QLever represents geospatial data as WKT and can perform geospatial operations on WKT. The osm2rdf conversion generates WKT data for every OSM element. So, the data in QLever stores the complete geometry from OSM.

But the key to QLever’s performance with OSM data is that in the conversion from OSM PBF to TTL (Terse RDF Triple Language), osm2rdf generates triples for every element to describe their spatial relations with other elements. That is, osm2rdf pre-computes the spatial relations sfIntersects, sfContains, sfCovers, sfTouches, sfCrosses, sfOverlaps, and sfEquals between all OSM elements.

QLever excels at querying RDF triples. And the precomputed spatial relations for imported OSM data make many types of queries blindingly fast in QLever. Want to find all the features within a closed way or relation? That answer is one lookup away in QLever.

Differences

The imported RDF triples for OSM data also contain all the structural relations between elements. Want to recurse down to find all the ways and nodes that are direct or indirect members of a relation? Just follow the path through the triples. Traversing upward to find all the parent elements that refer to a node or a way just reverses that path.

That upward path to find parents is something that Overpass struggles with. Overpass has the original structural relationships: a way has member nodes, a relation has member relations, ways, or nodes. But it does not maintain the reverse relationships. To find the parents of a node, for example, Overpass must do a full scan of elements in the same spatial bin to search for references to the node.

On the other hand, QLever does not have a direct geospatial index for OSM data. Finding OSM elements by spatial properties such as intersection with or containment in other elements is trivial in QLever. But finding OSM elements within a bounding box or other arbitrary region requires a full scan over all the elements’ geometry.

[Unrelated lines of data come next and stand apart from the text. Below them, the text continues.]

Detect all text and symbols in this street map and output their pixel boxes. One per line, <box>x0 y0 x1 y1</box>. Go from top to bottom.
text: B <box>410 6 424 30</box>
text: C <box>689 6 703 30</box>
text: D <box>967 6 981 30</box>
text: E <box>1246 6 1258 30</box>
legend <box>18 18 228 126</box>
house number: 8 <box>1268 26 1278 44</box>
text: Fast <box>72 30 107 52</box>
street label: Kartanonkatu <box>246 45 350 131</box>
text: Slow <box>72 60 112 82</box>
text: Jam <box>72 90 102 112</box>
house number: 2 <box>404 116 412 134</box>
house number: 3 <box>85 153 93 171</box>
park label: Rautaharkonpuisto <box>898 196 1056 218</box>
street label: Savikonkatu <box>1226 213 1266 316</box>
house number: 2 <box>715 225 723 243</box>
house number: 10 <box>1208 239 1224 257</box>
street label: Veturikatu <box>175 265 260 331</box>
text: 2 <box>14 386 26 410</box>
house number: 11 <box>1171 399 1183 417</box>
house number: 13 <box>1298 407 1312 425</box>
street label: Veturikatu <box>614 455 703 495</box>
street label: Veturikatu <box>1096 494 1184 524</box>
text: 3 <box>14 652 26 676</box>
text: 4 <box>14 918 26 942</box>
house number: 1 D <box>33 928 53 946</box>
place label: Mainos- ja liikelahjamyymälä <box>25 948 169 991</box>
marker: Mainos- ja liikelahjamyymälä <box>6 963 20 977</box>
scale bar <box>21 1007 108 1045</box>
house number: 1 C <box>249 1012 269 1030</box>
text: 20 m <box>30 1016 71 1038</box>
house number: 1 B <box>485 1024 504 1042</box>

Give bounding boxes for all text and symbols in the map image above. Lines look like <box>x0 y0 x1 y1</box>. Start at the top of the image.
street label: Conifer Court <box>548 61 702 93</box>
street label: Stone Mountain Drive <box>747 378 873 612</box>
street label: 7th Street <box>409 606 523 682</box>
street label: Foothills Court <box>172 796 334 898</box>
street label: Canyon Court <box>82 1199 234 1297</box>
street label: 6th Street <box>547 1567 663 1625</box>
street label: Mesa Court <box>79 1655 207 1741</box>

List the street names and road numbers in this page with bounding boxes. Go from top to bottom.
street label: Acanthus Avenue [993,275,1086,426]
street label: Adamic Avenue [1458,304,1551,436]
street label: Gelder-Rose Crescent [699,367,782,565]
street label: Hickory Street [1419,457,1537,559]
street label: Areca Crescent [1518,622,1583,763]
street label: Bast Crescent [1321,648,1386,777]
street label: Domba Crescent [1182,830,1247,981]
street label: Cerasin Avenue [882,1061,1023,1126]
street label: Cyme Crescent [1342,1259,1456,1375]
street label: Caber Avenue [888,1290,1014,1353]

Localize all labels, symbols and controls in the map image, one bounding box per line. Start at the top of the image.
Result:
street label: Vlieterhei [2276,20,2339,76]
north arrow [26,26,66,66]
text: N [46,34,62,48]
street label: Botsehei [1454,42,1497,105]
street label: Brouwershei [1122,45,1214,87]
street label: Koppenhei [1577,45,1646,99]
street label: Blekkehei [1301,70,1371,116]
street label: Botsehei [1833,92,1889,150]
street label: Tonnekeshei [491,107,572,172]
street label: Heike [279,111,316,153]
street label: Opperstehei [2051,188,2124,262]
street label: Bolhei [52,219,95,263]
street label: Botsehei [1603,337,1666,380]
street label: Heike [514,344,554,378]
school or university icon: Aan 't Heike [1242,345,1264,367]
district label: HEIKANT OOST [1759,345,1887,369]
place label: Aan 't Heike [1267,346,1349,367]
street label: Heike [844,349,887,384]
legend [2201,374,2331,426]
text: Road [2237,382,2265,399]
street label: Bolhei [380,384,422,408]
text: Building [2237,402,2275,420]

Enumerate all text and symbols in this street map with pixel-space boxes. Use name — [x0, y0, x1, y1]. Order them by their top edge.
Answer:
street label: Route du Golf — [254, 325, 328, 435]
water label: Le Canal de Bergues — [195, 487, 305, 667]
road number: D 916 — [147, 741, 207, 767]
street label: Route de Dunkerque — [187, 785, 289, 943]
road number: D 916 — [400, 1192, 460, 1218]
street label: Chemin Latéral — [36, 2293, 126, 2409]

QLever also does not store the version history of OSM elements as Overpass can. This notable gap is discussed in more detail below.

Overpass treats all scalar data types as strings, unless they are used in a numeric context and they “look” like numbers, in which case they are treated as numbers. Unlike the dynamic typing in Overpass, SPARQL has strict data typing for scalars with explicit type conversions required in many instances.

In addition, the Overpass query language is imperative. Each statement specifies an operation to be performed and changes the state of the result sets. In contrast, SPARQL is a declarative language. Each statement describes constraints on the result set. One of the challenges of this project was to explore how the one language could be mapped to the other.

Grammar

The main references for the Overpass query language are the Overpass QL language reference and Overpass language guide on the OpenStreetMap Wiki. These two references are somewhat informal and sometimes don’t explain all the details of the query language or its grammar.

This project started with detailed research into Overpass QL using a local v0.7.62.11 Overpass server and the latest source code. The result of that research is a formal W3C EBNF grammar for Overpass QL.

The research into the Overpass QL grammar also looked into the Overpass XML query format and found that this is a direct transformation of the internal AST within the Overpass implementation. Because of the direct relationship between the Overpass XML query format and the internal Overpass implementation, several aspects of the Overpass XML query format could not be expressed using a standard XSD notation.

The fact that an XSD schema is unreachable and the discovery that the Overpass XML query format directly exposes Overpass implementation details made it unsuitable for the Qloverleaf project.

Implementation

The proof-of-concept project was developed in Python.

One of the goals of the Qloverleaf proof-of-concept was to reproduce the Overpass API as faithfully as possible. Overpass implements a CGI application which is typically exposed via an Apache or Nginx web server. The POC project uses Uvicorn and Starlette to directly implement an HTTP endpoint. Qloverleaf’s inputs and outputs are directly compatible with Overpass – it works as a drop in replacement for an Overpass server.

Qloverleaf includes errors and warnings from the query parsing and processing in the output using the same format as Overpass, so the errors and warnings are properly displayed by Overpass Turbo.

Query Parsing and Analysis

Qloverleaf statically types the result data sets and scalar values in Overpass queries and annotates individual set references with a semi-single static assignment name – essentially an individual version for each result set assignment.

Static typing allows Qloverleaf to detect semantic errors such as using a data set that cannot have the required element types in a context where those element types are required – or using an empty data set as input. Static typing also allows Qloverleaf to detect cases where scalars of incompatible types are used together in an expression.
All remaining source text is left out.